> **Extracted data**
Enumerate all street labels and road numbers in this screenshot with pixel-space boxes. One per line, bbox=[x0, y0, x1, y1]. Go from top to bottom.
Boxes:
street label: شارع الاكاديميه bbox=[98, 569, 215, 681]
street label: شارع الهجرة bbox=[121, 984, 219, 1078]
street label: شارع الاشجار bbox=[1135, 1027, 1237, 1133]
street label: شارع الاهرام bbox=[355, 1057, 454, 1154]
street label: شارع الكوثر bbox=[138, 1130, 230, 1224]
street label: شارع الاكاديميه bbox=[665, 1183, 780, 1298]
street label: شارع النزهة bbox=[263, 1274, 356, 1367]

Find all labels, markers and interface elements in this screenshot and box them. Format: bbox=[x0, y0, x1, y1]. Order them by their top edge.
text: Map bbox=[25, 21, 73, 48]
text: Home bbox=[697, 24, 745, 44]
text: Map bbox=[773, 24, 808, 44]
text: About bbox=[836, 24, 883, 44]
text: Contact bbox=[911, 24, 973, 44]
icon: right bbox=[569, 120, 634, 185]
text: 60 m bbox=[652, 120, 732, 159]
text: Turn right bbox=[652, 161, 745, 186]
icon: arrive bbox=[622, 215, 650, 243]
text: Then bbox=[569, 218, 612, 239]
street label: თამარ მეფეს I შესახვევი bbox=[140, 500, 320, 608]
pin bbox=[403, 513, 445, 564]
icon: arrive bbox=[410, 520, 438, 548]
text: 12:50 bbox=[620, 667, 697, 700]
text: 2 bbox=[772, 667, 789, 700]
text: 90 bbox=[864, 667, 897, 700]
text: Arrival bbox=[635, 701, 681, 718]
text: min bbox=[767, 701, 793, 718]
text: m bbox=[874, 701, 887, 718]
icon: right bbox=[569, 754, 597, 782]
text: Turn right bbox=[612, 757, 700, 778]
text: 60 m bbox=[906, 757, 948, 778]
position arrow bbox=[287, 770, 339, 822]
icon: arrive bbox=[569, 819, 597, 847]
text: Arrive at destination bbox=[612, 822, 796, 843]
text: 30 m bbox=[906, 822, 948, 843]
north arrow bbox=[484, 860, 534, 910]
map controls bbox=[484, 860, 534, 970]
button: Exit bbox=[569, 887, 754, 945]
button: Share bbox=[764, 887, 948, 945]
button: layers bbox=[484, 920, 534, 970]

> **Prompt**
Please give all the entries above again, exactly as they stand.

> **Solution to this problem**
Enumerate all street labels and road numbers in this screenshot with pixel-space boxes. One per line, bbox=[x0, y0, x1, y1]. Go from top to bottom.
Boxes:
street label: شارع الاكاديميه bbox=[98, 569, 215, 681]
street label: شارع الهجرة bbox=[121, 984, 219, 1078]
street label: شارع الاشجار bbox=[1135, 1027, 1237, 1133]
street label: شارع الاهرام bbox=[355, 1057, 454, 1154]
street label: شارع الكوثر bbox=[138, 1130, 230, 1224]
street label: شارع الاكاديميه bbox=[665, 1183, 780, 1298]
street label: شارع النزهة bbox=[263, 1274, 356, 1367]

Find all labels, markers and interface elements in this screenshot and box them. Format: bbox=[x0, y0, x1, y1]. Order them by their top edge.
text: Map bbox=[25, 21, 73, 48]
text: Home bbox=[697, 24, 745, 44]
text: Map bbox=[773, 24, 808, 44]
text: About bbox=[836, 24, 883, 44]
text: Contact bbox=[911, 24, 973, 44]
icon: right bbox=[569, 120, 634, 185]
text: 60 m bbox=[652, 120, 732, 159]
text: Turn right bbox=[652, 161, 745, 186]
icon: arrive bbox=[622, 215, 650, 243]
text: Then bbox=[569, 218, 612, 239]
street label: თამარ მეფეს I შესახვევი bbox=[140, 500, 320, 608]
pin bbox=[403, 513, 445, 564]
icon: arrive bbox=[410, 520, 438, 548]
text: 12:50 bbox=[620, 667, 697, 700]
text: 2 bbox=[772, 667, 789, 700]
text: 90 bbox=[864, 667, 897, 700]
text: Arrival bbox=[635, 701, 681, 718]
text: min bbox=[767, 701, 793, 718]
text: m bbox=[874, 701, 887, 718]
icon: right bbox=[569, 754, 597, 782]
text: Turn right bbox=[612, 757, 700, 778]
text: 60 m bbox=[906, 757, 948, 778]
position arrow bbox=[287, 770, 339, 822]
icon: arrive bbox=[569, 819, 597, 847]
text: Arrive at destination bbox=[612, 822, 796, 843]
text: 30 m bbox=[906, 822, 948, 843]
north arrow bbox=[484, 860, 534, 910]
map controls bbox=[484, 860, 534, 970]
button: Exit bbox=[569, 887, 754, 945]
button: Share bbox=[764, 887, 948, 945]
button: layers bbox=[484, 920, 534, 970]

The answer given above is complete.